*** RECORDS SHOWN ***

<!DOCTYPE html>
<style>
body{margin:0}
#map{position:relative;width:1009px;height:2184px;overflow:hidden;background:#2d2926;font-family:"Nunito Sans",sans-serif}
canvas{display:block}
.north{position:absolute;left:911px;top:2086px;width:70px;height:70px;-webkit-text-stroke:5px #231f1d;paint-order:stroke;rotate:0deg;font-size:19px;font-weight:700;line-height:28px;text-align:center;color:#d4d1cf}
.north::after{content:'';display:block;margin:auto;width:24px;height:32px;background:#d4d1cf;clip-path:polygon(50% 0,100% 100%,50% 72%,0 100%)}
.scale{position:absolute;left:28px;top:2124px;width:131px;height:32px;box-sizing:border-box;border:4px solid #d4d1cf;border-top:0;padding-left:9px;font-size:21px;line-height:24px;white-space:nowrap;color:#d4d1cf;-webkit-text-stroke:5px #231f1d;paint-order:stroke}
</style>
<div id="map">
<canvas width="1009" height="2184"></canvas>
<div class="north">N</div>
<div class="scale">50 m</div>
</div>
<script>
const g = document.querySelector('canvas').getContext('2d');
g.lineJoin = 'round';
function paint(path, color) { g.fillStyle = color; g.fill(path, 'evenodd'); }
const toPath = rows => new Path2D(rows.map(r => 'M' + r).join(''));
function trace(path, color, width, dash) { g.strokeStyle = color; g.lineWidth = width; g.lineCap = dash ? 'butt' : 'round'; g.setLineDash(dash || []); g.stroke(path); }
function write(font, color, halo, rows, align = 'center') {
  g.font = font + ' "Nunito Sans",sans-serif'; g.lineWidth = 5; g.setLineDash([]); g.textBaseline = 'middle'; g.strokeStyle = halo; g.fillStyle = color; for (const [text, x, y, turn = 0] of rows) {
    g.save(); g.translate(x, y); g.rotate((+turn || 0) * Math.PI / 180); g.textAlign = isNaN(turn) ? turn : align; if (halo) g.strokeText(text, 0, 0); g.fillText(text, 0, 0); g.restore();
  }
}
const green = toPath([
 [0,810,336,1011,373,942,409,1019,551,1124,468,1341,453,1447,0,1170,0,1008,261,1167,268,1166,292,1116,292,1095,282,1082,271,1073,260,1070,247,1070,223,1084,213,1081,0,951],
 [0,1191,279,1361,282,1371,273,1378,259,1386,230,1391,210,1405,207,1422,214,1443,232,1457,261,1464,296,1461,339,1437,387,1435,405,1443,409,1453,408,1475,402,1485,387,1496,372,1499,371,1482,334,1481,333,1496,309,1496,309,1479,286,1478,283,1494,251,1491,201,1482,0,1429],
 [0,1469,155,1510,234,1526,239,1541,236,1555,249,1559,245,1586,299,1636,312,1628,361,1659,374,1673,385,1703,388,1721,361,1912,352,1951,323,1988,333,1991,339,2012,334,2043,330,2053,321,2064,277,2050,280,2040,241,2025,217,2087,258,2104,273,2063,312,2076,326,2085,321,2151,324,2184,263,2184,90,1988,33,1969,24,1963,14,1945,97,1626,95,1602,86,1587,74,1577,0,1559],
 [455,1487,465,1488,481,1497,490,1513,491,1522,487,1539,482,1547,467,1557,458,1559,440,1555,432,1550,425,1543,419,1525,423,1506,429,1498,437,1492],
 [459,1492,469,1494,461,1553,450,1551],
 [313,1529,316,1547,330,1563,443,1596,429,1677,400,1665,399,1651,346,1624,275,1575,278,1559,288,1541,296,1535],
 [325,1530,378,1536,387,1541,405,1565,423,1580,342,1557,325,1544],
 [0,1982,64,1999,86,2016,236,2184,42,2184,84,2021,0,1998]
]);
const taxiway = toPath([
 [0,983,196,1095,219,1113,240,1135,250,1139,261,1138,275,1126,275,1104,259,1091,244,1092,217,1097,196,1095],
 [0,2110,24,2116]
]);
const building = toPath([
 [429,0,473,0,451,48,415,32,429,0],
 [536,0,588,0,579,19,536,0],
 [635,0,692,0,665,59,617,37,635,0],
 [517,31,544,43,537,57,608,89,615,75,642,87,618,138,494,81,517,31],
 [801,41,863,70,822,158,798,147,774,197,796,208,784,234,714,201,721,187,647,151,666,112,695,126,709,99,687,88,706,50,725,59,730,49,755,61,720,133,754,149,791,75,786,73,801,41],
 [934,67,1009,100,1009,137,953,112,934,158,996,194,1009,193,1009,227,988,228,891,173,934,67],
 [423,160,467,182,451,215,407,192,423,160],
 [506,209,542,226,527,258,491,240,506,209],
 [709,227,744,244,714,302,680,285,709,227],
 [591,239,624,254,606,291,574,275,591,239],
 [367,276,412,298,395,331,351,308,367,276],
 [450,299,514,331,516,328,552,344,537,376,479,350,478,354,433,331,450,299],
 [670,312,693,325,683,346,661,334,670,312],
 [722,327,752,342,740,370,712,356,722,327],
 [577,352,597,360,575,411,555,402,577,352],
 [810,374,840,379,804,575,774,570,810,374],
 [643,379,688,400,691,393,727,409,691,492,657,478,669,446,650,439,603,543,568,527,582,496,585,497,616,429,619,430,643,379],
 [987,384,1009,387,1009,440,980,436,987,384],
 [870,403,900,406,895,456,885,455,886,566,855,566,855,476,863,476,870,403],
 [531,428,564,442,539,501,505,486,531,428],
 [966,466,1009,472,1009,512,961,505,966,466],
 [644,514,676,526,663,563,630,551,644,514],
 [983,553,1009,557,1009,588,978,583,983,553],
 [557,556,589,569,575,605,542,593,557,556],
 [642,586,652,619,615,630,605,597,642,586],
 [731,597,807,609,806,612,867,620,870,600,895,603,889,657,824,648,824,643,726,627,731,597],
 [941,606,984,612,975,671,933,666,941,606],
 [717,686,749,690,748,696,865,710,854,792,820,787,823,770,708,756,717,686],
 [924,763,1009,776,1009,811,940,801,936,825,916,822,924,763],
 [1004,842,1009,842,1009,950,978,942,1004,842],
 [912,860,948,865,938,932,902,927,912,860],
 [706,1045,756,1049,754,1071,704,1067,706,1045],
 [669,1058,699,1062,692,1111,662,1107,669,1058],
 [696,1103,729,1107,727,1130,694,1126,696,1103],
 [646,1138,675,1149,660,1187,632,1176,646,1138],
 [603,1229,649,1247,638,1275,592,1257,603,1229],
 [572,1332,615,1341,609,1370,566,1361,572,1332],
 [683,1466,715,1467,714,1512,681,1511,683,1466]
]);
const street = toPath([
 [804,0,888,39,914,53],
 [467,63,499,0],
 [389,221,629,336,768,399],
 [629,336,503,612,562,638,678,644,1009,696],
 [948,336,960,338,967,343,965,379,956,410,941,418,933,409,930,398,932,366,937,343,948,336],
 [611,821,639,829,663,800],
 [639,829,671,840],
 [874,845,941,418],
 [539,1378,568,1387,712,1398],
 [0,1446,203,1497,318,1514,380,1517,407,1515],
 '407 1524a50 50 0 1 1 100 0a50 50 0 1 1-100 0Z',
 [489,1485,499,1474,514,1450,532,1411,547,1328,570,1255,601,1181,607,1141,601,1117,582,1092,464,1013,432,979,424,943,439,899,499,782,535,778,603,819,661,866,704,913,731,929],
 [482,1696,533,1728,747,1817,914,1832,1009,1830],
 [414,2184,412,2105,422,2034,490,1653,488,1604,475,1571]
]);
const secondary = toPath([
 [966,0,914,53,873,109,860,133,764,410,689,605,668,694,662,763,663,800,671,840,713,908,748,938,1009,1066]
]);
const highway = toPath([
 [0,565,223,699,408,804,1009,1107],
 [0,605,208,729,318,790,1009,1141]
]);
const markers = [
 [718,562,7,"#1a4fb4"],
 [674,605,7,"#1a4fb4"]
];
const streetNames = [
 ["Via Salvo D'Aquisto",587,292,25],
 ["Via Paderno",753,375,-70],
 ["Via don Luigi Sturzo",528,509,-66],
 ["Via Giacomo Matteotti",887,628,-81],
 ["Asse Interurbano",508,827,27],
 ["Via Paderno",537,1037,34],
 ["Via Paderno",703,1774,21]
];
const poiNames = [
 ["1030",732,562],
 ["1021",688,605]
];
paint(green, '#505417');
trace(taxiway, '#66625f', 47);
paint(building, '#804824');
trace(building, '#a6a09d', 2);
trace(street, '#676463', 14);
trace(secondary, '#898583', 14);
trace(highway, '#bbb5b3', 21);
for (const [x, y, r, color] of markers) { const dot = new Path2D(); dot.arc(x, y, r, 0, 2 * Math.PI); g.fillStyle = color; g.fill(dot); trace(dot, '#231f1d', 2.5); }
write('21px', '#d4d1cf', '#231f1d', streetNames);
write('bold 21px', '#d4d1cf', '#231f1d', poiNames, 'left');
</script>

*** End of RECORDS SHOWN ***
*** RECORDS SHOWN ***

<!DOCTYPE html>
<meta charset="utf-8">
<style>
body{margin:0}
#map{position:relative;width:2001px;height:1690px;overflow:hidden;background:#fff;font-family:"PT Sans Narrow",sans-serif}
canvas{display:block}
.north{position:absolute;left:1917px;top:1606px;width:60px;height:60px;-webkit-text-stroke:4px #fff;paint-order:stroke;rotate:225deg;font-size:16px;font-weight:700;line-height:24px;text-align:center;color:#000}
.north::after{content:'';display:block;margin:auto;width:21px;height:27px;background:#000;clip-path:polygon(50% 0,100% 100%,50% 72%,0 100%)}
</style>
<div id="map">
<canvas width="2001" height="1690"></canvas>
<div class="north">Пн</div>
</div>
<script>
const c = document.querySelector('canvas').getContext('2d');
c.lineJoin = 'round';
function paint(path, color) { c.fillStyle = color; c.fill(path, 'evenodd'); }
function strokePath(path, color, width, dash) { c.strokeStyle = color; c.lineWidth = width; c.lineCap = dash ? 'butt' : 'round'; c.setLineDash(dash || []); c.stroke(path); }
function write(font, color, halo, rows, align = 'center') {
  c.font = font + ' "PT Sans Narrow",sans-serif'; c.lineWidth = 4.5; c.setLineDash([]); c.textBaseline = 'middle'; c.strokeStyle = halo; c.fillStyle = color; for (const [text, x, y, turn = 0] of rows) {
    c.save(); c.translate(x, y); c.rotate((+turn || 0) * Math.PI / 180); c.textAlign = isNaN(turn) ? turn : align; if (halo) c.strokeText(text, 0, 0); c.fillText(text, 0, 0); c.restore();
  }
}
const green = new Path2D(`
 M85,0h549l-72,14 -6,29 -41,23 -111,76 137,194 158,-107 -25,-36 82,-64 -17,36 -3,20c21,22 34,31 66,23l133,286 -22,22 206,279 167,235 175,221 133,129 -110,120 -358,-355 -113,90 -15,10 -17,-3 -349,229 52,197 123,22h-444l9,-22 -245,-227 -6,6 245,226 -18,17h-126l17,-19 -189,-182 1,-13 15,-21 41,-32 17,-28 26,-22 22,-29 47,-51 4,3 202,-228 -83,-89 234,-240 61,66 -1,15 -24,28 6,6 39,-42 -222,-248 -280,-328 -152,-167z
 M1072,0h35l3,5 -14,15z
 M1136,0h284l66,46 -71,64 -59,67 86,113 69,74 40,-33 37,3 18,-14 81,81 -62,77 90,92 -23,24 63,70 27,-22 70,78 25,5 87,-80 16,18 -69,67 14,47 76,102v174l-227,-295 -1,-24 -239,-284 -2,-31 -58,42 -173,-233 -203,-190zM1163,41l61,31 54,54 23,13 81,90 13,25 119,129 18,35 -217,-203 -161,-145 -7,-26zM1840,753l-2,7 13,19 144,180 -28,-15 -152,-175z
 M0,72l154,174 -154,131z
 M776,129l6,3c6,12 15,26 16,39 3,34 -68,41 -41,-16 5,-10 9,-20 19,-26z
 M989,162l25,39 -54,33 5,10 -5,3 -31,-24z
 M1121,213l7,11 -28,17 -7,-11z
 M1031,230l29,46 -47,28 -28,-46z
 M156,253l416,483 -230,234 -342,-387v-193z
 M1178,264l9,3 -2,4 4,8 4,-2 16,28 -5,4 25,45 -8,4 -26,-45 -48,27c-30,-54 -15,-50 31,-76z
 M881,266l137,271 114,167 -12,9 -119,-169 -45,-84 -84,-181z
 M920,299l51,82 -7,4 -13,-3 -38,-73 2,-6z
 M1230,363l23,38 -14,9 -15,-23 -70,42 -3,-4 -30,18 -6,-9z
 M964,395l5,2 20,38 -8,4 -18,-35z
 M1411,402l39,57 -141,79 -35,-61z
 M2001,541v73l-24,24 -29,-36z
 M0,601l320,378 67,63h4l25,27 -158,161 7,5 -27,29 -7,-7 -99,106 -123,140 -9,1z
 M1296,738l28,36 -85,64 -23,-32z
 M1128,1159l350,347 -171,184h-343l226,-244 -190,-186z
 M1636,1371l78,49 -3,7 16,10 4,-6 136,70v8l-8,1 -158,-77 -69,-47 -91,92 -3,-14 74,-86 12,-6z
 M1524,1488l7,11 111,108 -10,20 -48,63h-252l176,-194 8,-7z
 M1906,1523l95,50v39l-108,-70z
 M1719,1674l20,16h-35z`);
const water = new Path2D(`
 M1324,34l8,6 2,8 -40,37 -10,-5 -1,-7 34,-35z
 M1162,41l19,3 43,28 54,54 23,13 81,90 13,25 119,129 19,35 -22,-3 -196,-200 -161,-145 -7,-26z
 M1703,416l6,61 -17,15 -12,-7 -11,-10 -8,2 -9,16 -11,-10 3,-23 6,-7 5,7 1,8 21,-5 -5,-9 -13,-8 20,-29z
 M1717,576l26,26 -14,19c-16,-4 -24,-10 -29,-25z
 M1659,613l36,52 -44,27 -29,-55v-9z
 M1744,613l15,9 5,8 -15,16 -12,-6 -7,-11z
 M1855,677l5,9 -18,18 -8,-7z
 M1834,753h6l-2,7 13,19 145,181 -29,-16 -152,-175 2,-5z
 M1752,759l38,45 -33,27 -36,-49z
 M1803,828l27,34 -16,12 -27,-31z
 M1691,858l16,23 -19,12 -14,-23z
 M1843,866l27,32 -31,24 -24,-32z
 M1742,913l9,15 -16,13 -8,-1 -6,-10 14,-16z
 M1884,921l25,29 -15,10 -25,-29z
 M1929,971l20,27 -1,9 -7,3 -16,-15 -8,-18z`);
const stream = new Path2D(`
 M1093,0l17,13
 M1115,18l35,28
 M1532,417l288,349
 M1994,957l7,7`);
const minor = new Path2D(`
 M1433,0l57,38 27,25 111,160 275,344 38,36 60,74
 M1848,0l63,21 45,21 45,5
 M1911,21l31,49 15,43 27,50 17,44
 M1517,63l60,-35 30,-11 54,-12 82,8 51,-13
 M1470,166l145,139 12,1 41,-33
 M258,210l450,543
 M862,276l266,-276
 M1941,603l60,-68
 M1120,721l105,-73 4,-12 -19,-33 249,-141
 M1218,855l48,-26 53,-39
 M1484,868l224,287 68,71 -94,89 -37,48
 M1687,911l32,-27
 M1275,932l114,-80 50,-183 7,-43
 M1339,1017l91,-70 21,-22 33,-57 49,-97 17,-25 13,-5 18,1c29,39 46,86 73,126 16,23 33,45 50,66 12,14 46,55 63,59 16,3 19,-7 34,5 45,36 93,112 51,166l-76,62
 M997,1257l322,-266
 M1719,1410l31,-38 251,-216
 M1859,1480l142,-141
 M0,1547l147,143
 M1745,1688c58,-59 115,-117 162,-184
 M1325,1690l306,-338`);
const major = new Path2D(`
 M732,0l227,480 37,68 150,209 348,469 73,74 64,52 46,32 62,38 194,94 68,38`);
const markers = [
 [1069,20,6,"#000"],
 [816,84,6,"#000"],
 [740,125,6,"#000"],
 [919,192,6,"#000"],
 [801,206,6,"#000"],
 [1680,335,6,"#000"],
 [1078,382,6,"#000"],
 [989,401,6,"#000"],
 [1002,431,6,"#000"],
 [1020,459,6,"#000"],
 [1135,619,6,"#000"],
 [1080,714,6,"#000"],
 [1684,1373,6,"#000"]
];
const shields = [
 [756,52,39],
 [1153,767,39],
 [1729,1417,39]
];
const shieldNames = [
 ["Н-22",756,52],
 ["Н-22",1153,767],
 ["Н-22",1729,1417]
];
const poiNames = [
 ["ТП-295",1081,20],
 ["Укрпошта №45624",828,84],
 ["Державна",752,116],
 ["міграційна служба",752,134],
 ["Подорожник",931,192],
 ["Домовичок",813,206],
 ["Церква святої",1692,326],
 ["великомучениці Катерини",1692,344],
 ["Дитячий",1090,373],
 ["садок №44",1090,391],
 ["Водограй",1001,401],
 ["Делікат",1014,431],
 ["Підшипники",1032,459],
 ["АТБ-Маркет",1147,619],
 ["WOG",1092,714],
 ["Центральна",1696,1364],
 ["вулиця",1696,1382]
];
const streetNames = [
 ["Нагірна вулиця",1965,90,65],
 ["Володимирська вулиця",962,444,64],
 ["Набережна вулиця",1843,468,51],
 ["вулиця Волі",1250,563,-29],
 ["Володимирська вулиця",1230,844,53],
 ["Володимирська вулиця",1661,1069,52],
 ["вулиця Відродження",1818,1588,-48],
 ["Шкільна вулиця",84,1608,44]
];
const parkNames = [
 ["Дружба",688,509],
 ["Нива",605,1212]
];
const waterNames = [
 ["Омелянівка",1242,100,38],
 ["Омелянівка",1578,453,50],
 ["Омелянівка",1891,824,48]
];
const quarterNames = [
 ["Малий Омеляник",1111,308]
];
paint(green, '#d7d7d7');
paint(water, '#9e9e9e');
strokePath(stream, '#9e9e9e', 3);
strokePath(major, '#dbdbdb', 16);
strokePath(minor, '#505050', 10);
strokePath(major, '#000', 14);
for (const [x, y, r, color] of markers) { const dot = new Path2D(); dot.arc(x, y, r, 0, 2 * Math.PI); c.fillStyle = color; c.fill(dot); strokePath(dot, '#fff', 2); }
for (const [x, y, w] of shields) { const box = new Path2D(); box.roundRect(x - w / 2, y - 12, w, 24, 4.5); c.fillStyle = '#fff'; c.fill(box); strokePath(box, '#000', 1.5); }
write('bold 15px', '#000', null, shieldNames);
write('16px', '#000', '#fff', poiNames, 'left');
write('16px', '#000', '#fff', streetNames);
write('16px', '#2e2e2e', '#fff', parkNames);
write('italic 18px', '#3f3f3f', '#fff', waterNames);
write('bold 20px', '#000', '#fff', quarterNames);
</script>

*** End of RECORDS SHOWN ***

THE TASK:
Nothing but the lines above from the one containing "color; c.fill(path, 'evenodd');" through the one containing "function strokePath(path, color, width, dash)" should appear in the answer, each repeated exactly.

ANSWER TO THIS EXERCISE:
function paint(path, color) { c.fillStyle = color; c.fill(path, 'evenodd'); }
function strokePath(path, color, width, dash) { c.strokeStyle = color; c.lineWidth = width; c.lineCap = dash ? 'butt' : 'round'; c.setLineDash(dash || []); c.stroke(path); }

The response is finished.